Ashé is leading a collaboration of the New Orleans Data Center, Shift Collective, Helicon Collaborative, and Southern University at New Orleans in conducting a study with a cohort of local organizations to report on the role small museums and archives focused on preserving the histories and culture of marginalized people play in the welfare of their communities, the value they bring to their local cultural economy, and potential models for their financial sustainability. 

Because Ashé is committed to ensuring that the record of the shared cultural heritage of New Orleans and the African Diaspora becomes more inclusive and remains accessible, this research will focus on community-based archives that primarily serve or document marginalized people and communities, including LGBTQIA people, indigenous people, African Americans, Latinx people, immigrants of color, and victims of police violence and mass incarceration. 

These organizations who continue to collect and preserve histories of marginalized people and are recognized as essential threads of the cultural landscape, yet in cities like New Orleans, they receive only a tiny portion of financial support given to culture and arts organizations in the region. This inequity is typical of the cultural funding landscape in the United States, in which some of these organizations have found ways to thrive, while others barely keep the doors open with volunteer staff, individual donations and memberships.
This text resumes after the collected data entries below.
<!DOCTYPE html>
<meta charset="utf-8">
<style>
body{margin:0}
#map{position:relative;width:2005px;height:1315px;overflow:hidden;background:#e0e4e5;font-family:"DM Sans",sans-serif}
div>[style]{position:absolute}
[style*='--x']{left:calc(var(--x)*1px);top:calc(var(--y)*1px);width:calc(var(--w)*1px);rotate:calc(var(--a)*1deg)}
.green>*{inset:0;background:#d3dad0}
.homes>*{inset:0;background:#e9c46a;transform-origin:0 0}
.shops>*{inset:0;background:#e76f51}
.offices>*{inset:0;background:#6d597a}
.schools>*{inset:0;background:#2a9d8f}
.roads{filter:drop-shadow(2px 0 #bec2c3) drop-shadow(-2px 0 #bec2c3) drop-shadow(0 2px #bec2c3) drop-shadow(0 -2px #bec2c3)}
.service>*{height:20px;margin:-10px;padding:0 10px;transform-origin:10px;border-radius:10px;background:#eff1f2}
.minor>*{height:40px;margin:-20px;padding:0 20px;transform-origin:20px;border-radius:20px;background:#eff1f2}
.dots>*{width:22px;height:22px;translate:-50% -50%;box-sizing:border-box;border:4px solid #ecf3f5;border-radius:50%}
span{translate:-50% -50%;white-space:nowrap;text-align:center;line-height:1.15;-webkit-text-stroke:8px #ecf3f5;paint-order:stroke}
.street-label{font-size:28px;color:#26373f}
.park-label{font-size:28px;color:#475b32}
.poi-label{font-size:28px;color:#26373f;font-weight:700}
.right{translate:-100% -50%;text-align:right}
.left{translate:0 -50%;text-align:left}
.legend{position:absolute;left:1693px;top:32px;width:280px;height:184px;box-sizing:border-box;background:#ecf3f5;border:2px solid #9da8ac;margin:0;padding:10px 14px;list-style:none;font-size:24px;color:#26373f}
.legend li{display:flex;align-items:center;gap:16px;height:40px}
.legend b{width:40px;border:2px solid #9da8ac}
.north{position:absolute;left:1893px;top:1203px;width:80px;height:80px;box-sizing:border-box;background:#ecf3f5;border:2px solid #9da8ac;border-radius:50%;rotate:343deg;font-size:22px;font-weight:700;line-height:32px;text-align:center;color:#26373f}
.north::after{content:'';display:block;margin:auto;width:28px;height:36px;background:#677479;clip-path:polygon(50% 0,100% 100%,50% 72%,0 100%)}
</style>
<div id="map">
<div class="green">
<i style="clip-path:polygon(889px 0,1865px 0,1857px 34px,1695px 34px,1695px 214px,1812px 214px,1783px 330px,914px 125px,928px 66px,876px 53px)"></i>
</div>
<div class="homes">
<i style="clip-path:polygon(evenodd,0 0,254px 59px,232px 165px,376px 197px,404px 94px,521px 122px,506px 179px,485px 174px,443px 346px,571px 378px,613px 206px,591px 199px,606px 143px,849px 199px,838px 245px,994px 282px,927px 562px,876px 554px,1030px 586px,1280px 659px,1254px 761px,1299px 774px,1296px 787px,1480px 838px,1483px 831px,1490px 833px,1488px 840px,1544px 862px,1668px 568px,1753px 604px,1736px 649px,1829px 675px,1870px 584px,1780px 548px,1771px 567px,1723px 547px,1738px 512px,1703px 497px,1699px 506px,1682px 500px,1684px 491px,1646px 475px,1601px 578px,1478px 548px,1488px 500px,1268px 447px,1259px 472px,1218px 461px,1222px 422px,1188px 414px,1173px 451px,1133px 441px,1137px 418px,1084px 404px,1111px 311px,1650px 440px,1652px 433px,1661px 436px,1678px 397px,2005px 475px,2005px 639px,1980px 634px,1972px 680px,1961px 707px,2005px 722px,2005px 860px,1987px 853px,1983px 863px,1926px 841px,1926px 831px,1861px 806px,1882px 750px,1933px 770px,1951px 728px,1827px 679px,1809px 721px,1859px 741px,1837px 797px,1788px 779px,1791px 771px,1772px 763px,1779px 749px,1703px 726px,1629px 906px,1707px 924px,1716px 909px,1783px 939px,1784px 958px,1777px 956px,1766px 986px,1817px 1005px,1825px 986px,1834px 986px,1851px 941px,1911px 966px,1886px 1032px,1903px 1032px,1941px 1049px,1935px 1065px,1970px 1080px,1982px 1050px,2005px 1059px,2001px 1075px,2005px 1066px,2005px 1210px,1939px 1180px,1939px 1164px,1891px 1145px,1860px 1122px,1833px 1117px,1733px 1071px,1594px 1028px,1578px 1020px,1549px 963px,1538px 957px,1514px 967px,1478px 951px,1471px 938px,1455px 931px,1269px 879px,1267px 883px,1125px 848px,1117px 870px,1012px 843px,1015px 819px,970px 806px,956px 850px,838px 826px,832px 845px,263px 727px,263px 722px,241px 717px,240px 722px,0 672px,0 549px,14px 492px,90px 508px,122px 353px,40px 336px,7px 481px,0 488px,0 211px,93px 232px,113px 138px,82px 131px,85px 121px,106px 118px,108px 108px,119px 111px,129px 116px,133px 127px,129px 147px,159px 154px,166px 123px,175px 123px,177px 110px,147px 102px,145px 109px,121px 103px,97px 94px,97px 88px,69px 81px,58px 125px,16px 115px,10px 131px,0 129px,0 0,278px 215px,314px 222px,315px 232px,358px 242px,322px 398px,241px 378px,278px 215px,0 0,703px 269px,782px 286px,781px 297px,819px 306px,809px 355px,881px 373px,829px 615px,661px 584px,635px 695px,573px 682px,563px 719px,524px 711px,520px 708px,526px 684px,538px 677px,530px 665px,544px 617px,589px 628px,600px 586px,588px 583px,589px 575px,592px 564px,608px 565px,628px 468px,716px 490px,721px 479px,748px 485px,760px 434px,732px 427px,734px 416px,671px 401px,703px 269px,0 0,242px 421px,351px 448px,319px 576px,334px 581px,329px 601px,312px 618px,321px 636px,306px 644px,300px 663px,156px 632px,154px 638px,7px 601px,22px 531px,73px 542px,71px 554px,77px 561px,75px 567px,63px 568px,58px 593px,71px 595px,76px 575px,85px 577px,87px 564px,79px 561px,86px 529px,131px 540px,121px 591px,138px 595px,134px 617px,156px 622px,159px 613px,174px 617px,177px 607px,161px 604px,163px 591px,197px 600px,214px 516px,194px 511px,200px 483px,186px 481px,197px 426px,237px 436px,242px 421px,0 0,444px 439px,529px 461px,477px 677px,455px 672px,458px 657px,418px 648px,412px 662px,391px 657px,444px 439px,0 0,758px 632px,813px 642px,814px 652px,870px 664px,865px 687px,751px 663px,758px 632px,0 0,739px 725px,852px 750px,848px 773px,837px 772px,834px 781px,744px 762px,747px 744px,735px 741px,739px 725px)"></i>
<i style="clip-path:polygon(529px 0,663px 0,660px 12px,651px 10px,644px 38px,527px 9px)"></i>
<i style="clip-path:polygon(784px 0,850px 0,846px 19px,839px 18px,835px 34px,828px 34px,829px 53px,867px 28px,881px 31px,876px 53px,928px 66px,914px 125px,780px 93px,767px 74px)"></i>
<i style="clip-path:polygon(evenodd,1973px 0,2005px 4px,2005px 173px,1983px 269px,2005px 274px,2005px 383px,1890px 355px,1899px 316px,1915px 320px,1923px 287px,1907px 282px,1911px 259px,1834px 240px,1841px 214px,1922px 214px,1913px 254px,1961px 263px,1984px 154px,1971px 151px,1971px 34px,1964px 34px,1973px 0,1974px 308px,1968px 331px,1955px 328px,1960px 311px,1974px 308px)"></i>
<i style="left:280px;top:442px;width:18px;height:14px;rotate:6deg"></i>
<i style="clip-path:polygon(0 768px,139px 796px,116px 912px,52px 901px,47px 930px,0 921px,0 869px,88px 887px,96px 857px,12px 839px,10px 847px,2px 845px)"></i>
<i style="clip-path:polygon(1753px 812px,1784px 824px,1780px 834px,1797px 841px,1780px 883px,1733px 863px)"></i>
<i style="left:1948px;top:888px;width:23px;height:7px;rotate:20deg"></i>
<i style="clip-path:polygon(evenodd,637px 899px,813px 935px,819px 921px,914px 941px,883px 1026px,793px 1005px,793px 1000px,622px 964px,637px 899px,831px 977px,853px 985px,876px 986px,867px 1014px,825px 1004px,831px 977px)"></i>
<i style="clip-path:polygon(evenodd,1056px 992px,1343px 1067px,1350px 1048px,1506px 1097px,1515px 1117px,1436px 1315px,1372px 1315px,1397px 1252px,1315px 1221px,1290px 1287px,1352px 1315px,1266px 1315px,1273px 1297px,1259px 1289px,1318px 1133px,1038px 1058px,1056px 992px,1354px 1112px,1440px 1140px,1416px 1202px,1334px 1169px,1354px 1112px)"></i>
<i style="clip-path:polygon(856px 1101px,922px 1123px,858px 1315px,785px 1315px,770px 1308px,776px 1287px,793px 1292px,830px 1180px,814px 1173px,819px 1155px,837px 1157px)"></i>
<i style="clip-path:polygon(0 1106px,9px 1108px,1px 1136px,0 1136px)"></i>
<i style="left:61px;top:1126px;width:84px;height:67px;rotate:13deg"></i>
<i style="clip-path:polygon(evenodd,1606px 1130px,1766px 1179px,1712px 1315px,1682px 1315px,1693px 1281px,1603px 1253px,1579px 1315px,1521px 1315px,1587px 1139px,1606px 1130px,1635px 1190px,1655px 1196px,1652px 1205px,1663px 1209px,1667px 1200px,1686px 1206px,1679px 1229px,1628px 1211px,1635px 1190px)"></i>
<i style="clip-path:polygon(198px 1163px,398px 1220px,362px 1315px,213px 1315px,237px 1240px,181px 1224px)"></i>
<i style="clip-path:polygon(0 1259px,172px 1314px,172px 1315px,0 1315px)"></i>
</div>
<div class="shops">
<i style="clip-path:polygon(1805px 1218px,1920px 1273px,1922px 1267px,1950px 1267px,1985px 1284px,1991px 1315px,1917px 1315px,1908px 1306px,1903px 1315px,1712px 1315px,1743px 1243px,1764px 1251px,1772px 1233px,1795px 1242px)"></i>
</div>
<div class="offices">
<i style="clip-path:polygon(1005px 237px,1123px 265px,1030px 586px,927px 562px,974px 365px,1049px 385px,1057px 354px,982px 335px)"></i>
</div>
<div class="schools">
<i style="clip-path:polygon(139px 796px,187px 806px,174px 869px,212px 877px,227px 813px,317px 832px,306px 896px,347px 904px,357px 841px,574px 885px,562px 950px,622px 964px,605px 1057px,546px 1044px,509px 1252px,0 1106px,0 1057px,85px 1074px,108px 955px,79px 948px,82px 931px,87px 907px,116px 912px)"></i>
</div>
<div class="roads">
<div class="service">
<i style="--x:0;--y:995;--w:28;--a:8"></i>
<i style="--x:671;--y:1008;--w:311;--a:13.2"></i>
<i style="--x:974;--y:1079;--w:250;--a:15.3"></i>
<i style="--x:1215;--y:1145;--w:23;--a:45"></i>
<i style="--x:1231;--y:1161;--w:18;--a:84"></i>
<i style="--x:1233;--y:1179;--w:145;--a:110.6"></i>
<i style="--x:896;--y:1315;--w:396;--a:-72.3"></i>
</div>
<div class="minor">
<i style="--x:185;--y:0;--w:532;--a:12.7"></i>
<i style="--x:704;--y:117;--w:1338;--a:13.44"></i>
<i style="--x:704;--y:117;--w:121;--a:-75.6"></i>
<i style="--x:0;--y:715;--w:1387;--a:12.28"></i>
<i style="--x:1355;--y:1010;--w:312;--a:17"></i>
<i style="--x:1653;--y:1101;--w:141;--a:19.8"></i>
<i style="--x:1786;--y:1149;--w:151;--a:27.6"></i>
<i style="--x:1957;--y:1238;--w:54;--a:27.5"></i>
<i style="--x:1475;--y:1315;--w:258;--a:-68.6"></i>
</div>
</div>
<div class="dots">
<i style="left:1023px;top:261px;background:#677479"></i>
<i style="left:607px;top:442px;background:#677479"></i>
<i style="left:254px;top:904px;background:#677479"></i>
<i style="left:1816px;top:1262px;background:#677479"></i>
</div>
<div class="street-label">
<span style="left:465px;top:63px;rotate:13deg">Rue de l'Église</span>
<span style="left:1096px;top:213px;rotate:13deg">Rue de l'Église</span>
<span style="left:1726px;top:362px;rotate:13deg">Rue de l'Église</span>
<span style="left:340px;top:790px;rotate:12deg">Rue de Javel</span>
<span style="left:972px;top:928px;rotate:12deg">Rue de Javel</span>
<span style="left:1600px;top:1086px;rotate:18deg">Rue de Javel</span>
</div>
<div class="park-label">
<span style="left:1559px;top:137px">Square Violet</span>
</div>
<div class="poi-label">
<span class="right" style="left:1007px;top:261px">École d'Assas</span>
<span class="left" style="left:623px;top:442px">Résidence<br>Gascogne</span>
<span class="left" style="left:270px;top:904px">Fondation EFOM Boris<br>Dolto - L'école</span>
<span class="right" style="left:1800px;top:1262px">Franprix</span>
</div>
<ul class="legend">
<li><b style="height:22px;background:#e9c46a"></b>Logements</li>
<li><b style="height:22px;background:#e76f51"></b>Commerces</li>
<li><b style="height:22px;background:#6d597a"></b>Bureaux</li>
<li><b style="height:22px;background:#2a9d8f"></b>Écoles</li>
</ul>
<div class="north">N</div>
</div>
While people of color represent 37 percent of the US population, just 4% of all foundation arts and culture funding is allocated to groups whose primary mission is to serve communities of color. Even though there is recognition of this inequity among public and private donors, and many are working to address it, the funding is in fact growing less equitable. While major institutions reach for ways to embrace diversity and inclusion, we are focusing on our institutions in marginalized communities that are serving the cultural needs of our diverse American population now. We believe that better understanding the inequity in funding along with identifying successful models like Sustainable Tourism, that can be policy-based—regulated and replicated—is the best way toward survival.